Tous ceux qui ont eu la chance de voir la finale de l’Open d’Australie 2012 ne sont pas prêts d’oublier le magnifique spectacle que leur ont offert Novak Djokovik, sublime vainqueur, et Rafael Nadal, combattant héroïque. Vingt quatre heures après, ils ne réalisaient pas encore qu’ils avaient vécu l’un des plus beaux matchs que le tennis mondial pouvait leur offrir. Un spectacle qui leur a rappelé, certainement, la magnifique demi-finale Federer-Djokovic de Roland-Garros 2011. Ce duel avait atteint des sommets qu plan technique. On constatera que dans les deux cas, Djokovic est concerné. C’est dire, s’il le fallait encore, les capacités de ce joueur exceptionnel qui est, apparemment, parti pour régner longtemps sur la planète tennis.

Ce qu’en pense le DEN

A Alger aussi, comme partout ailleurs dans le monde, on a vibré à l’occasion de cette finale qui a justifié tous les superlatifs. Pour le directeur des équipes nationales, Noujeïm Hakimi, « C’est tout simplement sidérant. Je ne crois pas avoir déjà vu un tel match au plan physique et émotionnel. Tenir cinq manches durant un tel rythme est tout simplement stupéfiant. Quand les meilleurs joueurs de tennis font deux ou trois coups exceptionnels par set, on a l’impression que Novak Djokovik et Rafael Nadal peuvent le faire pratiquement dans chaque jeu. On a vu des échanges incroyables où la balle passait d’un joueur à l’autre à une vitesse et à une puissance phénoménale. Des rallyes de fond de court qui ont dû donner le tournis aux spectateurs présents à Melbourne. Des rallyes époustouflants que chaque joueur, à tour de rôle, finissaient par une frappe de balle encore plus puissante. Djokovic et Nadal sont, à mon avis, nettement supérieurs aux autres. »

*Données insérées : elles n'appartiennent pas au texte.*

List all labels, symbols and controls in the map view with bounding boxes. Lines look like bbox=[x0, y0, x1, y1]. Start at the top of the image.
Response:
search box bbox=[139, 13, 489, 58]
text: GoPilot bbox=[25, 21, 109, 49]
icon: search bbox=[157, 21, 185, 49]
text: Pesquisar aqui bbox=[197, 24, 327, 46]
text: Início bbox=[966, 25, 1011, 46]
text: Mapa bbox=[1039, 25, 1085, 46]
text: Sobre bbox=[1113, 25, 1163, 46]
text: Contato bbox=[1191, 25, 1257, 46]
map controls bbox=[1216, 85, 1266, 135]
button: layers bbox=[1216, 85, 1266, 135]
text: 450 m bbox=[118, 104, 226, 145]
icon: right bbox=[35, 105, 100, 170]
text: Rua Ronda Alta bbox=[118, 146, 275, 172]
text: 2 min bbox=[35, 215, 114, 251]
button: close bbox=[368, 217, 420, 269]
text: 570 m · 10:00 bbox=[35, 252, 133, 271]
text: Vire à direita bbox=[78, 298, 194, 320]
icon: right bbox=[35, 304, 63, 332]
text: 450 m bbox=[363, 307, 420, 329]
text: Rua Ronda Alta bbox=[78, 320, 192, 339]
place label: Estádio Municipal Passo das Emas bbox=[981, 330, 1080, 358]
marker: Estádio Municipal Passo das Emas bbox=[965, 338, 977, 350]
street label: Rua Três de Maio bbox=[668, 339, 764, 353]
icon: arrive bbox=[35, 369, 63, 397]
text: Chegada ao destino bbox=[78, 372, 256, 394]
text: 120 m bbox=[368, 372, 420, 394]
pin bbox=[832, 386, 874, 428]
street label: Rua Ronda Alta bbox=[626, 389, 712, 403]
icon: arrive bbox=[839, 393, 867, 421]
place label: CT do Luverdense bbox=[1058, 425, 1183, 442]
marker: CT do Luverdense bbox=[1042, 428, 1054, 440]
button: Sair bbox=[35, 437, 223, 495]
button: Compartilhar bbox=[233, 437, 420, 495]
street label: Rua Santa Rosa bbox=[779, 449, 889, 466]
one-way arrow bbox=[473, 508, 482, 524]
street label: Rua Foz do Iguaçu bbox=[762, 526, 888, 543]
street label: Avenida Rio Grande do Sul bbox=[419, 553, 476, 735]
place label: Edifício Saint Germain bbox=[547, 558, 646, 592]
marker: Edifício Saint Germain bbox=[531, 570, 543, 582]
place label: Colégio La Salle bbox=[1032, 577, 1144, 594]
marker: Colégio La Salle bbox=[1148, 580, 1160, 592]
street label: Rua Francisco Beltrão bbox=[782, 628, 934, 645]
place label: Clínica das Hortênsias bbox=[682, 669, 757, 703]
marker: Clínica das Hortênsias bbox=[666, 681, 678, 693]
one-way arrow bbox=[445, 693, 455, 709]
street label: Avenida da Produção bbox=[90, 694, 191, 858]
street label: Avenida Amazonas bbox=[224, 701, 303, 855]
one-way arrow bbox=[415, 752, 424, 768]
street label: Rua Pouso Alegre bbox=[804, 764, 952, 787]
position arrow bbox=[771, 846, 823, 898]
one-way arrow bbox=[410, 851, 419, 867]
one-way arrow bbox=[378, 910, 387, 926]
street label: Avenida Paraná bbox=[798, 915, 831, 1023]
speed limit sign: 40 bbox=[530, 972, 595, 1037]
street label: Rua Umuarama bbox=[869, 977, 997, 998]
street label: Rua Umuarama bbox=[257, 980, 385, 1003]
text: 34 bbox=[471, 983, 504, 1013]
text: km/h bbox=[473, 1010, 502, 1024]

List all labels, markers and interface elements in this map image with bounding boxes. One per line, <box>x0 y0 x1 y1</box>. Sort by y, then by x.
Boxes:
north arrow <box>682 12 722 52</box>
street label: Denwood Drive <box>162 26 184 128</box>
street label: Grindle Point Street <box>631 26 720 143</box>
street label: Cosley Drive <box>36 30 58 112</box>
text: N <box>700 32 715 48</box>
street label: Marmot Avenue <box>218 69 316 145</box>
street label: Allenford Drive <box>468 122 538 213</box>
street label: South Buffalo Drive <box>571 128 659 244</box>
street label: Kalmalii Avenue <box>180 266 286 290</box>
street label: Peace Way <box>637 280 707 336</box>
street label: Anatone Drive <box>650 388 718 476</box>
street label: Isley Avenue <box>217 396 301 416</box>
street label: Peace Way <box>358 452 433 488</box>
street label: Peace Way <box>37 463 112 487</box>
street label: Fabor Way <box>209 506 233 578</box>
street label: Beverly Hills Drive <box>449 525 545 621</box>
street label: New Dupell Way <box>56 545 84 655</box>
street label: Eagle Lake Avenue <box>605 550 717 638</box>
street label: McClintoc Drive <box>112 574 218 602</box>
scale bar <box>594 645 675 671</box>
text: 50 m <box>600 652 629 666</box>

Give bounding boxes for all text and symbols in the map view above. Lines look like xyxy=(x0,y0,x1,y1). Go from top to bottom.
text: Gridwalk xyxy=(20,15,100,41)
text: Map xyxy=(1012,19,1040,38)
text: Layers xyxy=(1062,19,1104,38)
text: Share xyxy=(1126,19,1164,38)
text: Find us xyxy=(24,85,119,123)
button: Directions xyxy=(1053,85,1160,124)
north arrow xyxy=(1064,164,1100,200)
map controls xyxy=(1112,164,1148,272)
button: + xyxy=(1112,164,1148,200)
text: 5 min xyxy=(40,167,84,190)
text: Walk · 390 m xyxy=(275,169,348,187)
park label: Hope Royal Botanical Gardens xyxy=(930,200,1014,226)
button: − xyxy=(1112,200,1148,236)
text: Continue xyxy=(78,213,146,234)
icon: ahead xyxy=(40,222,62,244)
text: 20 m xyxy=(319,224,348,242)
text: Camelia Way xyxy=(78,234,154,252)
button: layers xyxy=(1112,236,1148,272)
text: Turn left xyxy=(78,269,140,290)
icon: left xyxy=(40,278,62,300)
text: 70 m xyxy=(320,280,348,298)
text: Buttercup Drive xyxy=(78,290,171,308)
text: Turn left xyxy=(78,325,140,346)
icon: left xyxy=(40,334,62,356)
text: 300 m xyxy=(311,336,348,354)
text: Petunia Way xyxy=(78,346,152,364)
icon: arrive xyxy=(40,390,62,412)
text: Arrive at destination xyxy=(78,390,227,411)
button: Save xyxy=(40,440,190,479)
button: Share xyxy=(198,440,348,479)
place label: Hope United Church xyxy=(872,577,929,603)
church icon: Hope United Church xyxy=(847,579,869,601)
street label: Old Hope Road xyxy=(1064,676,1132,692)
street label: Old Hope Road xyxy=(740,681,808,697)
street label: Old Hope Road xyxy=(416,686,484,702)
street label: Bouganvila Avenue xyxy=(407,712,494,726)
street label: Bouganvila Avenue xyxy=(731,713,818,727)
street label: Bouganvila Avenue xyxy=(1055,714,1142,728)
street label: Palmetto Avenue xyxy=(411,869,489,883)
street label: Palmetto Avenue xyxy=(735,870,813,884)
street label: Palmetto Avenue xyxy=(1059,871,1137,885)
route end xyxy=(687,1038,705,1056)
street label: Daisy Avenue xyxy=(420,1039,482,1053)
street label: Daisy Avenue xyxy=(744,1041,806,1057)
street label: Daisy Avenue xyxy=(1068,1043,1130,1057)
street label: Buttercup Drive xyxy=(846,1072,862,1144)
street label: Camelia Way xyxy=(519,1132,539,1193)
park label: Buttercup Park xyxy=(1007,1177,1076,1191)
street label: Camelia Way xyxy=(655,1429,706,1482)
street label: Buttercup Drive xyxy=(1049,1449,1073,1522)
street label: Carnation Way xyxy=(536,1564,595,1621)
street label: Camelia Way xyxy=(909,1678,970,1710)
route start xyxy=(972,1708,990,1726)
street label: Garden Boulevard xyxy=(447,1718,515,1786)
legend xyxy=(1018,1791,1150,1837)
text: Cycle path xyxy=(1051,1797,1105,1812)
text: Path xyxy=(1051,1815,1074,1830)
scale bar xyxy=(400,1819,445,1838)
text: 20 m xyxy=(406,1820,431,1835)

L’avis du Champion d’Algérie

Le Champion d’Algérie, Abdelhak Hameurlaïne, connu pour son sens de la mesure, a mis un moment avant de répondre à nos questions « Je ne sais plus quoi dire après une telle finale qui a atteint des sommets techniques. Physiquement, on a eu l’impression, c’est du moins mon avis, que Djokovic et Nadal pouvaient jouer toute la nuit sans se départager. Après cette finale incroyable, je crois que l’on est parti pour assister à des matchs aussi passionnants, et plus peut être, dans les trois autres tournois du Grand Chelem qui restent à jouer. C’est sûr qu’à Roland-Garros,Wimbledon et l’US Open, il y aura à chaque fois des duels terribles entre ces deux joueurs. Après Nadal- Federer, c’est maintenant Djokovic-Nadal. »

L’opinion d’un arbitre international

Le tennis algérien compte six arbitres internationaux. Nous avons choisi d’appeler l’un d’eux, en l’occurrence Hakim Fateh, pour le prier de nous donner son opinion après la fabuleuse finale de dimanche dernier. « Personnellement, même lorsqu’il a été mené 4-2 dans la cinquième et dernière manche, j’avais fait de Novak Djokovic mon favori. Je le crois supérieur à Rafael Nadal qui est, qu’il le veuille ou pas, touché psychologiquement par ses échecs à répétition face à Djokovic. Il ne faut pas oublier qu’il a subi dimanche sa septième défaite en finale dont six contre Djokovic. Même avec le mental le plus solide du monde, une telle suite de défaites ne peut qu’ébranler le joueur qui la subit. En outre, je pense que cette nouvelle rivalité qui éclate, après celle de Nadal- Federer, est une très bonne chose pour le tennis mondial. Les sponsors internationaux commençaient à trouver que les finales du tennis avaient toujours le même vainqueur. Il y avait comme une certaine lassitude, même pour le public. Avec l’avènement de Novak Djokovic, l’intérêt pour notre sport ne peut que repartir de plus belle. »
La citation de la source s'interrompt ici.